Improvement for OAuth2 Server. Implicit, Resource Owner Password and Client Credentials were added, and refactoring of oauth2 endpoints

workflow/engine/src/ProcessMaker/Services/OAuth2/Server.php

@@ -2,6 +2,7 @@
 namespace ProcessMaker\Services\OAuth2;
 
 use Luracast\Restler\iAuthenticate;
+use Luracast\Restler\RestException;
 
 
 /**
@@ -28,6 +29,7 @@ class Server implements iAuthenticate
     protected static $dbUser;
     protected static $dbPassword;
     protected static $dsn;
+    protected static $workspace;
 
     public function __construct()
     {
@@ -35,7 +37,8 @@ class Server implements iAuthenticate
 
         $this->scope = array(
             'view_processes' => 'View Processes',
-            'edit_processes' => 'Edit Processes'
+            'edit_processes' => 'Edit Processes',
+            '*' => '*'
         );
 
         // $dsn is the Data Source Name for your database, for exmaple "mysql:dbname=my_oauth2_db;host=localhost"
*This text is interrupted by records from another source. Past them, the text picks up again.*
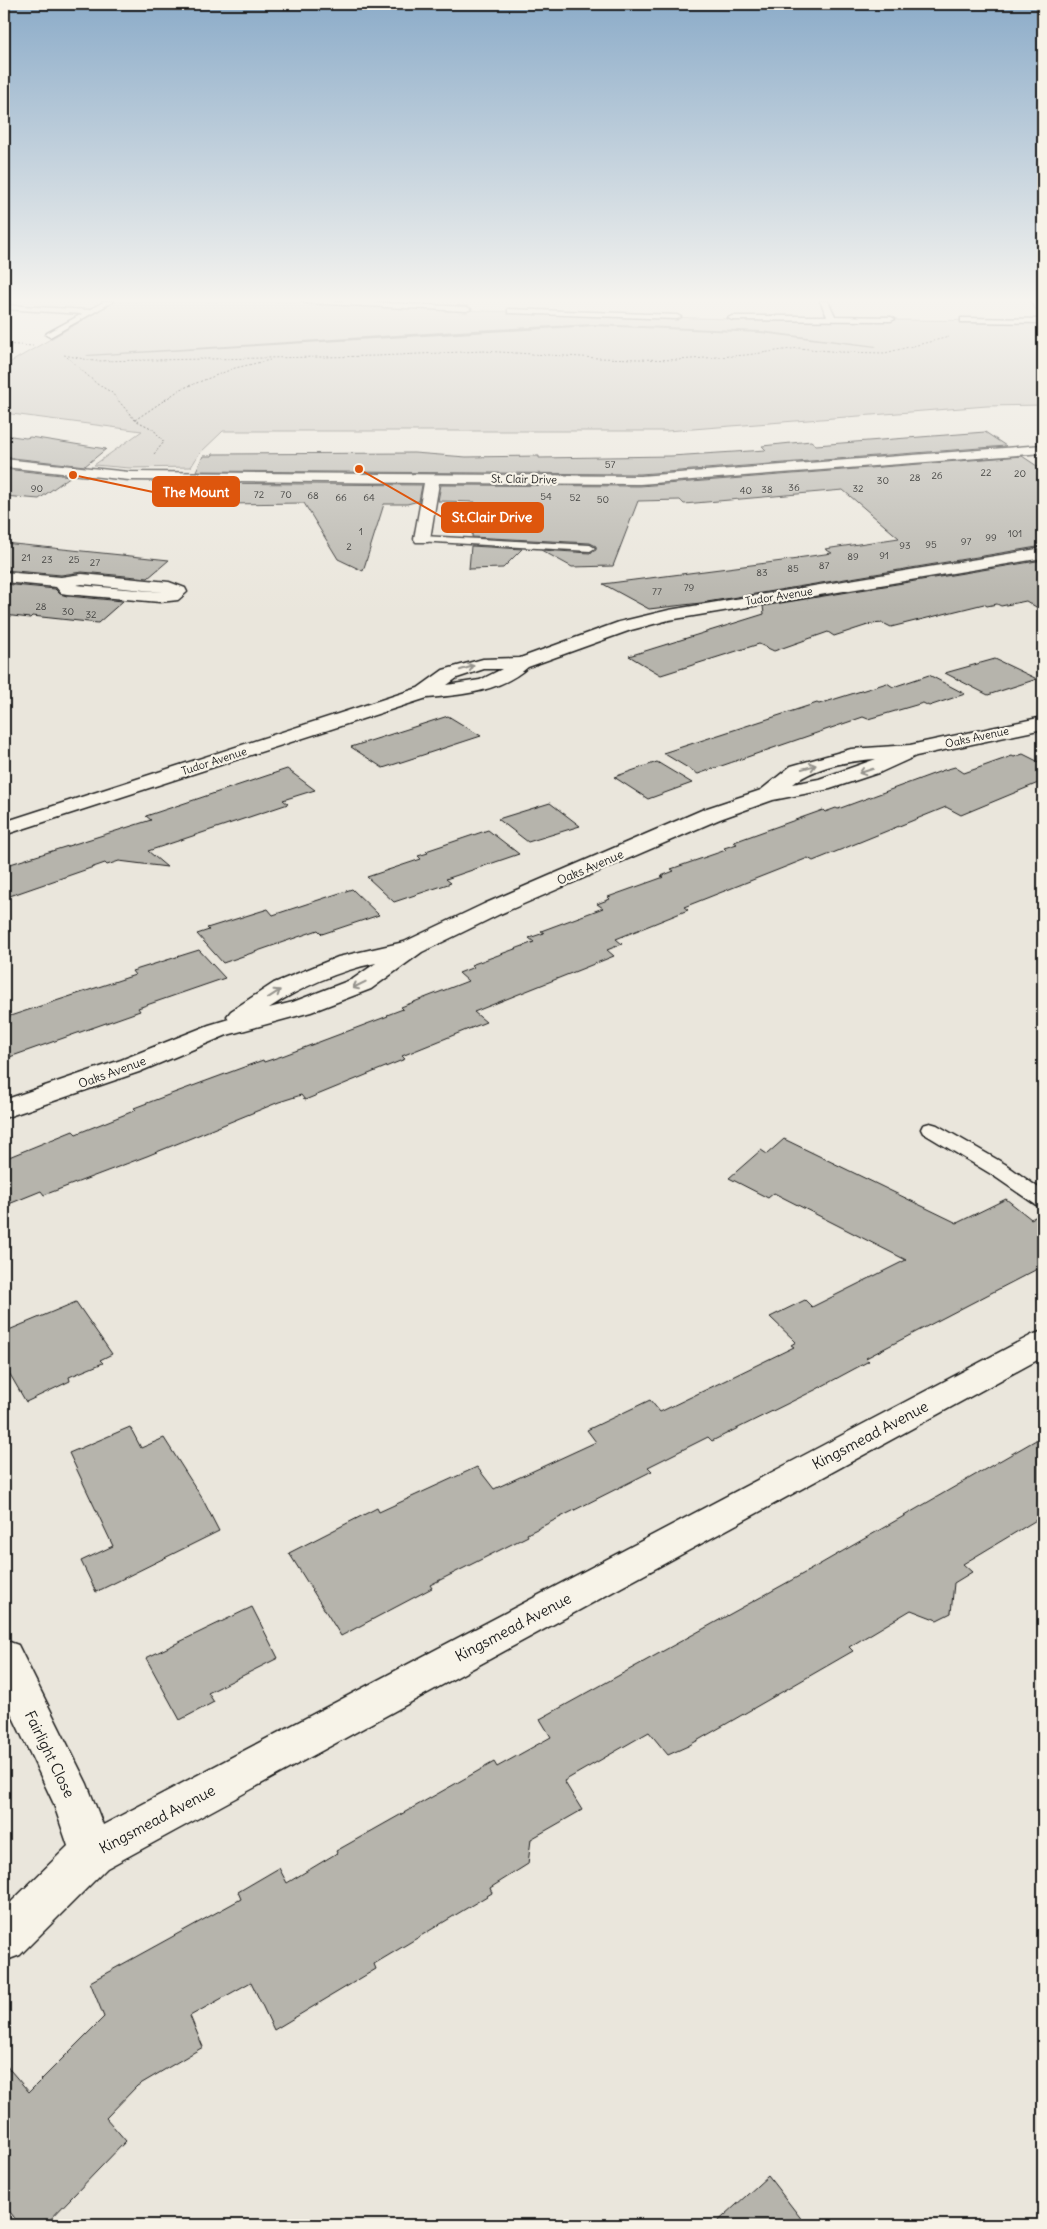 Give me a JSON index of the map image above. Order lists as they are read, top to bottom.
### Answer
{
  "streets": {
    "street": [
      "St. Clair Drive",
      "Tudor Avenue",
      "Oaks Avenue",
      "Kingsmead Avenue",
      "Fairlight Close"
    ]
  },
  "crossings": [
    ["Kingsmead Avenue", "Fairlight Close"]
  ],
  "places": ["St.Clair Drive", "The Mount"],
  "house_numbers": [
    "57",
    "22",
    "20",
    "26",
    "28",
    "30",
    "36",
    "90",
    "32",
    "38",
    "40",
    "72",
    "70",
    "68",
    "54",
    "66",
    "64",
    "52",
    "50",
    "1",
    "101",
    "99",
    "97",
    "95",
    "93",
    "2",
    "91",
    "89",
    "21",
    "23",
    "25",
    "27",
    "87",
    "85",
    "83",
    "79",
    "77",
    "28",
    "30",
    "32"
  ]
} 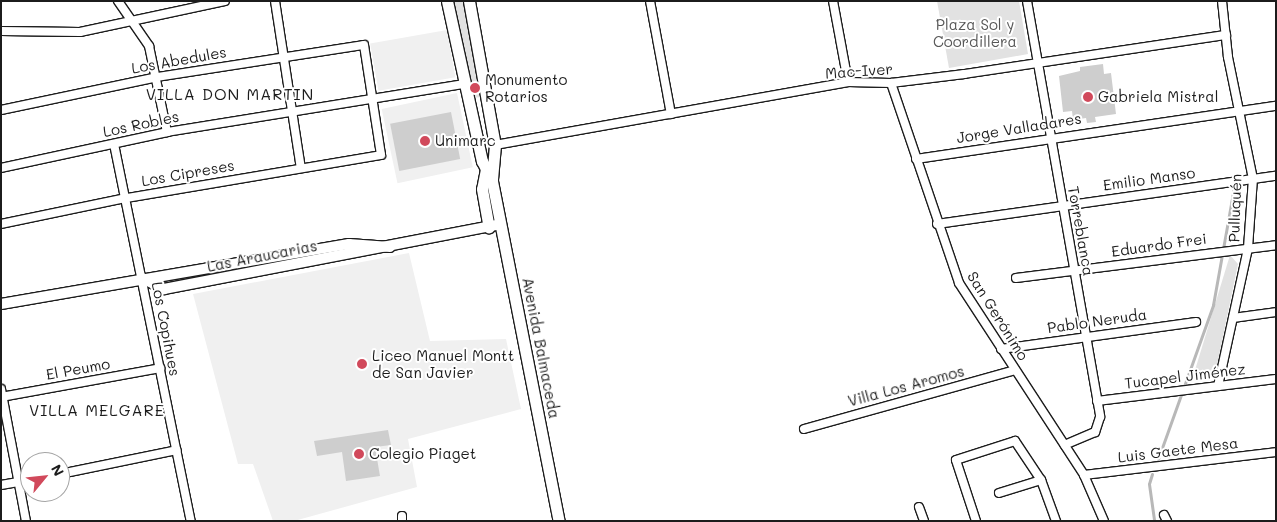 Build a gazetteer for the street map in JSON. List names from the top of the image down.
{
  "streets": {
    "main road": ["Avenida Balmaceda"],
    "street": [
      "Los Abedules",
      "Mac-Iver",
      "Los Robles",
      "Jorge Valladares",
      "Los Cipreses",
      "Emilio Manso",
      "Pulluquén",
      "Torreblanca",
      "Eduardo Frei",
      "Las Araucarias",
      "San Gerónimo",
      "Pablo Neruda",
      "Los Copihues",
      "El Peumo",
      "Tucapel Jiménez",
      "Villa Los Aromos",
      "Luis Gaete Mesa"
    ]
  },
  "crossings": [
    ["Los Abedules", "Los Robles"],
    ["Los Abedules", "Los Cipreses"],
    ["Mac-Iver", "Pulluquén"],
    ["Mac-Iver", "Torreblanca"],
    ["Mac-Iver", "San Gerónimo"],
    ["Mac-Iver", "Avenida Balmaceda"],
    ["Los Robles", "Los Cipreses"],
    ["Los Robles", "Los Copihues"],
    ["Los Robles", "Avenida Balmaceda"],
    ["Jorge Valladares", "Pulluquén"],
    ["Jorge Valladares", "Torreblanca"],
    ["Jorge Valladares", "San Gerónimo"],
    ["Los Cipreses", "Los Copihues"],
    ["Emilio Manso", "Pulluquén"],
    ["Emilio Manso", "Torreblanca"],
    ["Emilio Manso", "San Gerónimo"],
    ["Pulluquén", "Eduardo Frei"],
    ["Pulluquén", "Tucapel Jiménez"],
    ["Torreblanca", "Eduardo Frei"],
    ["Torreblanca", "San Gerónimo"],
    ["Torreblanca", "Pablo Neruda"],
    ["Torreblanca", "Tucapel Jiménez"],
    ["Las Araucarias", "Los Copihues"],
    ["Las Araucarias", "Avenida Balmaceda"],
    ["San Gerónimo", "Pablo Neruda"],
    ["San Gerónimo", "Villa Los Aromos"],
    ["San Gerónimo", "Luis Gaete Mesa"],
    ["Los Copihues", "El Peumo"]
  ],
  "districts": ["VILLA DON MARTIN", "VILLA MELGARE"],
  "parks": ["Plaza Sol y Coordillera"],
  "places": [
    "Monumento Rotarios",
    "Gabriela Mistral",
    "Unimarc",
    "Liceo Manuel Montt de San Javier",
    "Colegio Piaget"
  ],
  "north": "top right"
}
@@ -44,7 +47,7 @@ class Server implements iAuthenticate
         $this->storage = new PmPdo($config);
 
         // Pass a storage object or array of storage objects to the OAuth2 server class
-        $this->server = new \OAuth2\Server($this->storage);
+        $this->server = new \OAuth2\Server($this->storage, array('allow_implicit' => true));
 
         $this->server->setConfig('enforce_state', false);
 
@@ -52,14 +55,21 @@ class Server implements iAuthenticate
         $this->server->addGrantType(new \OAuth2\GrantType\AuthorizationCode($this->storage));
 
         // Add the "Client Credentials" grant type (it is the simplest of the grant types)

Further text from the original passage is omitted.